Hence, replenishing the fund and providing predictability to that funding is very important. The question is, how should contributing countries split the bill?
Splitting the Bill
How should the financial burden be allocated? The same way you might approach dividing up a dinner check among friends: agree on an objective, transparent, and fair way to determine who should pay for what.
In a similar manner, contributors might apply objective criteria to assess their contributions to the GCF. In our paper, to advance the conversation, we designed a formula that combines three objective criteria: gross national income (GNI), greenhouse gas (GHG) emissions and GHG emissions per capita. This is just one suggestion; the important thing is that any way of thinking through what countries contribute should remain based on objective data. You can interact with our methodology using our Contributions Calculator:
This formula is a suggestion, not a recommendation, and the most important takeaway is that more predictable funding is needed.
As expected, applying the formula will require most developed countries to increase their contributions. For leading countries—Denmark, Finland, France, Germany, Japan, Norway, Sweden, Switzerland and the United Kingdom—each of whom exercised exemplary global leadership in the initial round of funding, giving more than the minimum—we recommend they at least match their ambitious contributions in the replenishment.
More details on what our formula would imply for each of the contributing countries can be found in our GCF Contributions Calculator.
To be sure, the elephant in the room is the United States. The world's second-largest GHG emitter has made no contributions to the GCF since 2016, at which point it had contributed a third of its pledge. Stakeholders we interviewed stressed the need to stay engaged with the United States, the country that our model suggests should make the biggest contributions to the GCF.
Another feature of the Calculator relates to other countries, which might join the mix of contributors; you can experiment with the possibilities in our Calculator. If developing countries decide to contribute, especially those that are already major emitters, it must be clear that these contributions will be voluntary and will not count towards the international finance goal of mobilizing $100 billion per year from 2020 onwards by developed countries.
Strengthening Governance to Deliver Results
Drip irrigation project in Malawi. Flickr/IFPRI
The most recent GCF Board meeting in South Korea in July 2018 ended in gridlock. The Board had $1 billion in projects in the queue, and shockingly approved none. Project proposals from countries all around the world (like Tonga, India, Guatemala, South Africa and Cote d'Ivoire) are still waiting their turn. The Board also failed to advance preparations for the replenishment process.
This is just a recent example of deficiencies in the GCF's governance system, which undermine confidence stakeholders' confidence in the GCF – including developing and developed countries. This loss of confidence will potentially restrain contributors from making new funds available to fill the coffers of GCF, subsequently affecting developing countries' ambition to contribute to the timely implementation of the Paris Agreement.
This lack of progress corroborates concerns about the GCF's governance interviewed stakeholders shared with us. We identified several shortcomings. We think three cross-cutting solutions can unlock the gridlock:
- Apply consensus, not unanimity, to decisions.
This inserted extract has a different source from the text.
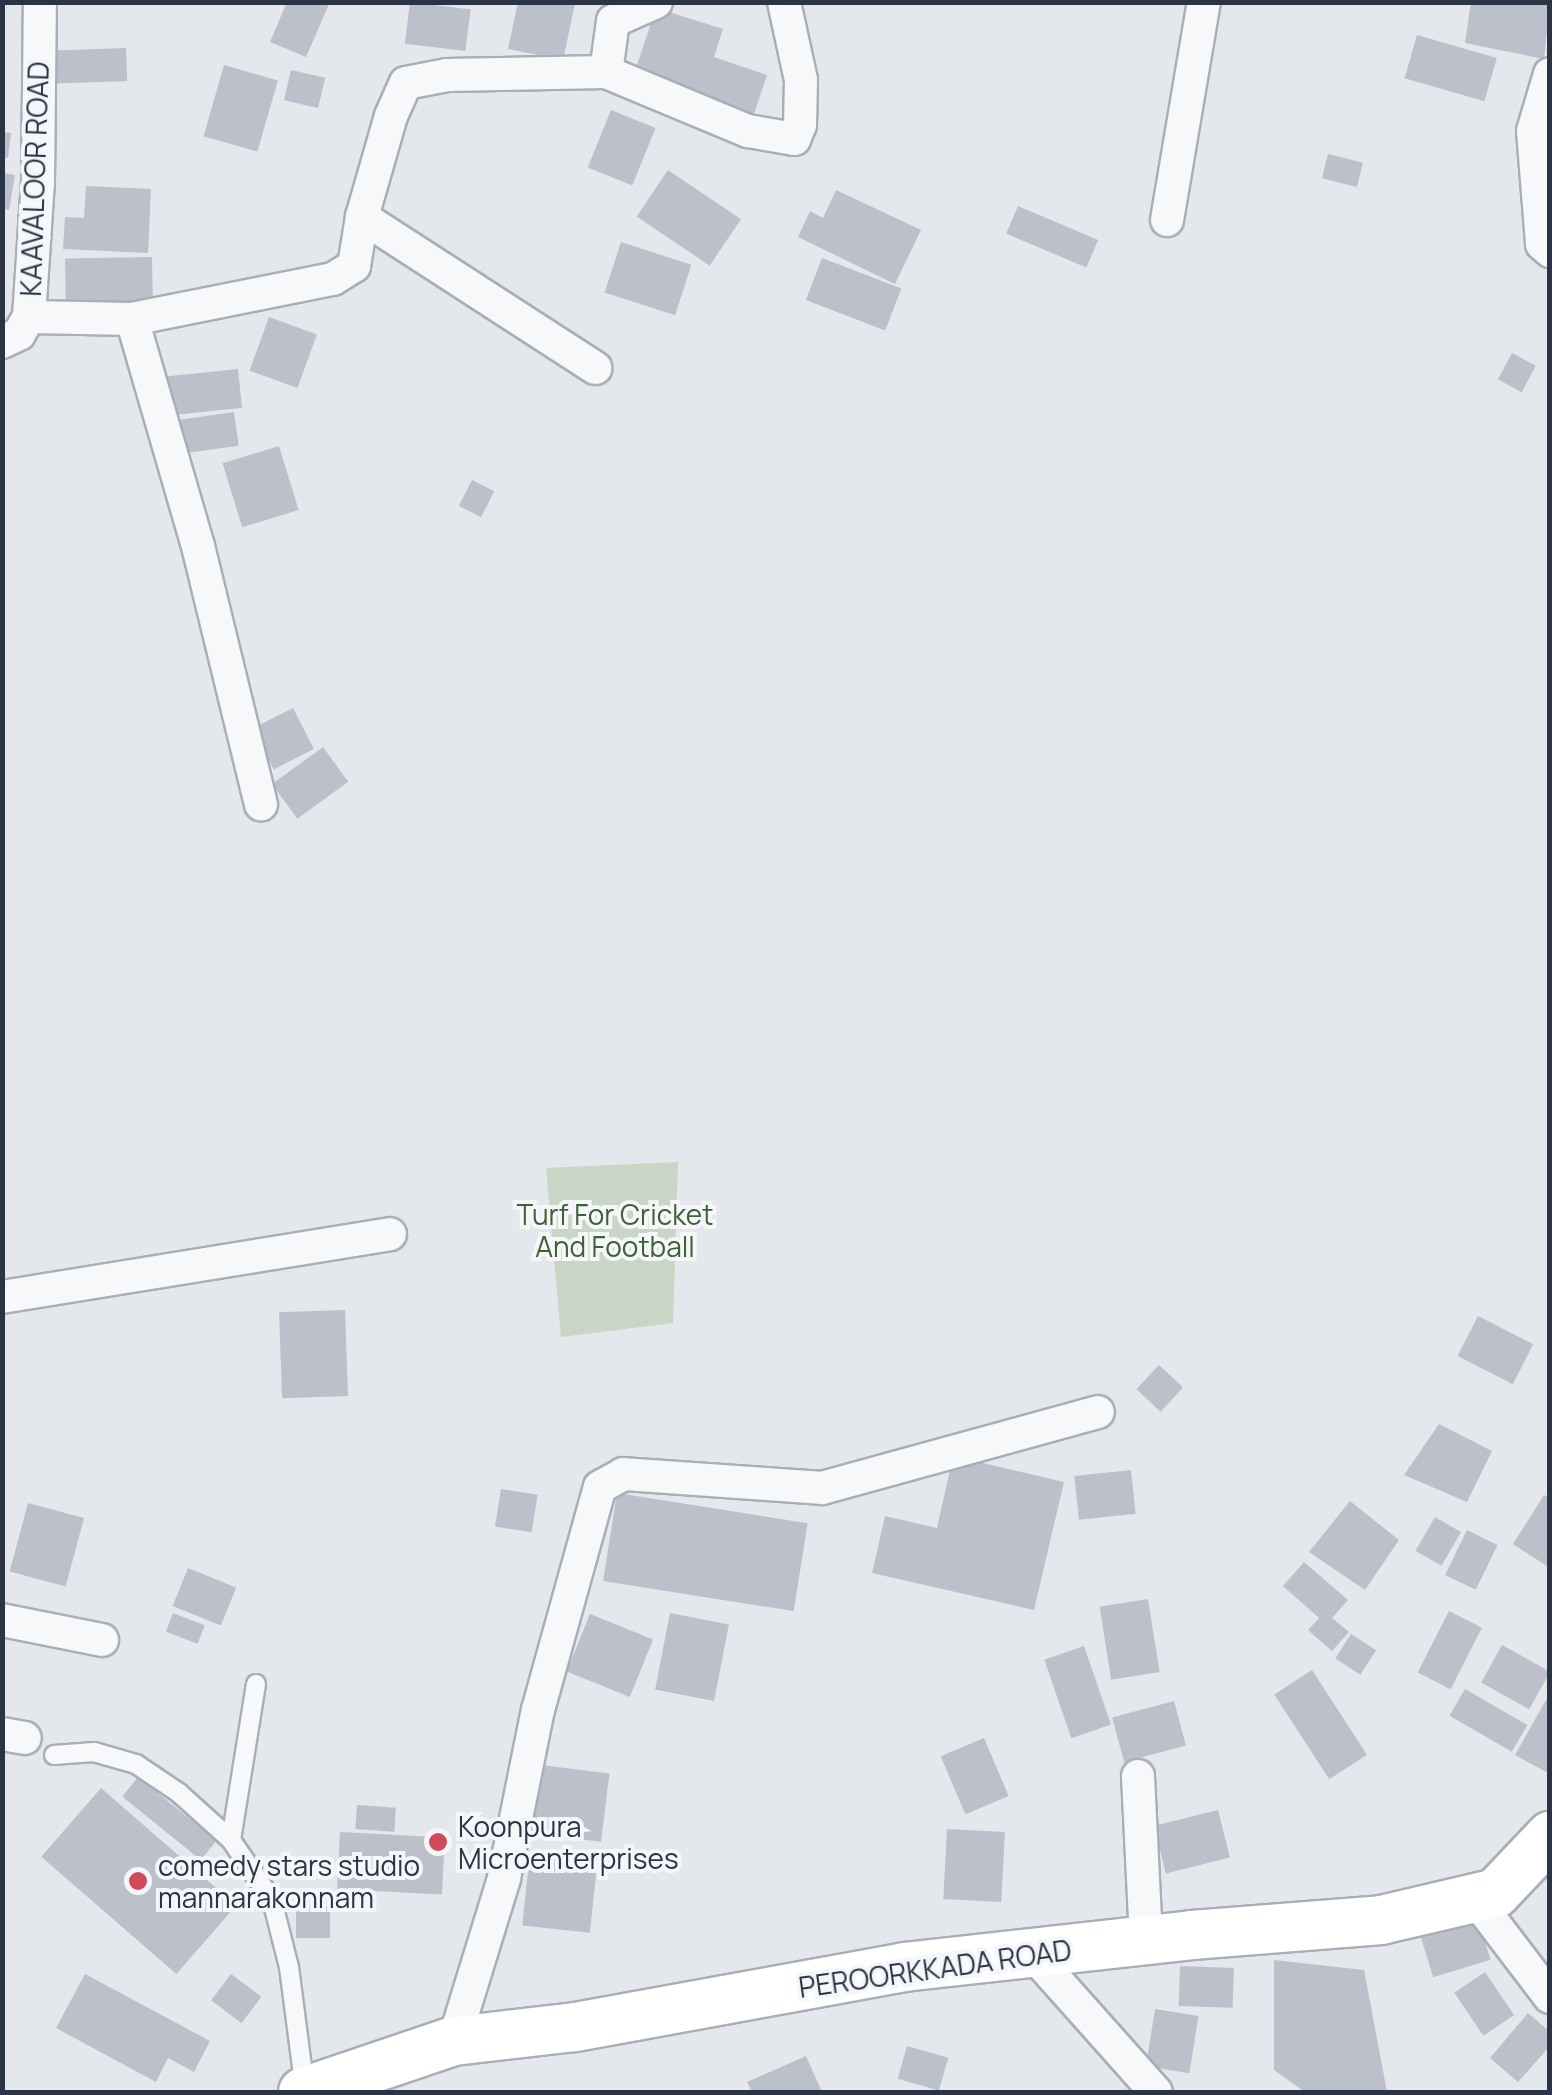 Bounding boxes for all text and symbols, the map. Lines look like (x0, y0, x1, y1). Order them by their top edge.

The GCF has interpreted consensus to mean each and every one of the 24 members has to agree with a proposed decision. Consensus is important, but not at all costs: if some Board members have reservations with a proposed decision, the Board should still be able to move forward through a mechanism for decision-making in the absence of consensus (as provided for in the GCF's governing document.) This is essential to remain a reliable partner and to be able to accelerate climate action in developing countries.
- Introduce a Board self-assessment mechanism. The Board needs to work in a collegial, structured and results-focused manner; it is important to assess from time to time whether deliberations are living up to these standards. Like many other institutions, we recommend both an external assessment and a self-assessment of Board performance.
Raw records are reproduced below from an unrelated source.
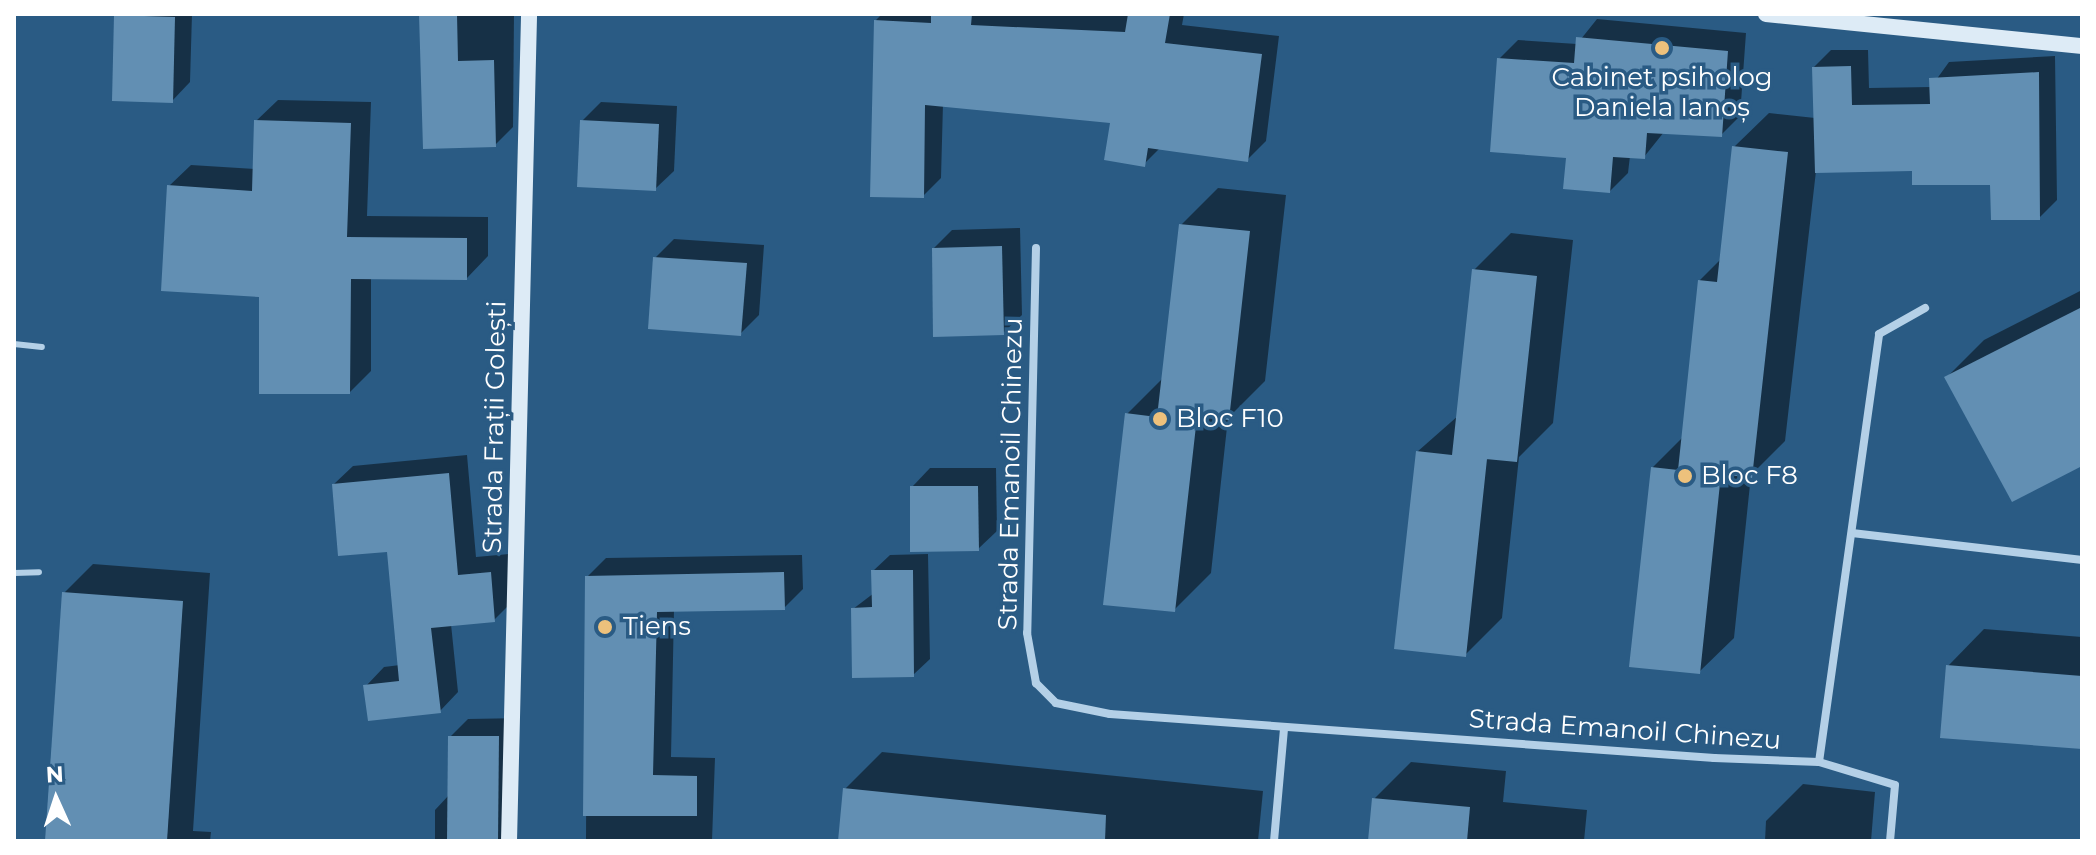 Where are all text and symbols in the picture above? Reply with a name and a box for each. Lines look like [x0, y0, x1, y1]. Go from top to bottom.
marker: Cabinet psiholog Daniela Ianoș [1651, 37, 1673, 59]
place label: Cabinet psiholog Daniela Ianoș [1551, 62, 1773, 124]
street label: Strada Frații Golești [477, 300, 513, 554]
street label: Strada Emanoil Chinezu [993, 317, 1029, 631]
place label: Bloc F10 [1176, 403, 1284, 435]
marker: Bloc F10 [1151, 410, 1169, 428]
place label: Bloc F8 [1701, 460, 1798, 492]
marker: Bloc F8 [1676, 467, 1694, 485]
place label: Tiens [623, 611, 691, 643]
marker: Tiens [594, 616, 616, 638]
street label: Strada Emanoil Chinezu [1468, 704, 1782, 756]
north arrow [16, 759, 96, 839]
text: N [45, 761, 64, 788]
- Strengthen the Board's role as a representative body. Most stakeholders noted a lack of clarity on what role Board members have, which countries selected them, and what responsibilities the hold. A more transparent system for selecting Board members, accounting for their positions on policy issues and clarity about their mandate, would rectify these ambiguities, as would better efforts to connect Board members with the countries they represent.
We Need the GCF. The GCF Needs Us.
For the GCF to work, it needs predictable funding and governance reform. Predictable funding and governance reform can only come from committed leaders, who support climate action and from that perspective are willing to support a dynamic and transparent GCF, which can take risks for the sake of promoting bold action. Time is not on our side, leaders need to act to make sure that GCF can make up its promise to support transformational change in developing countries.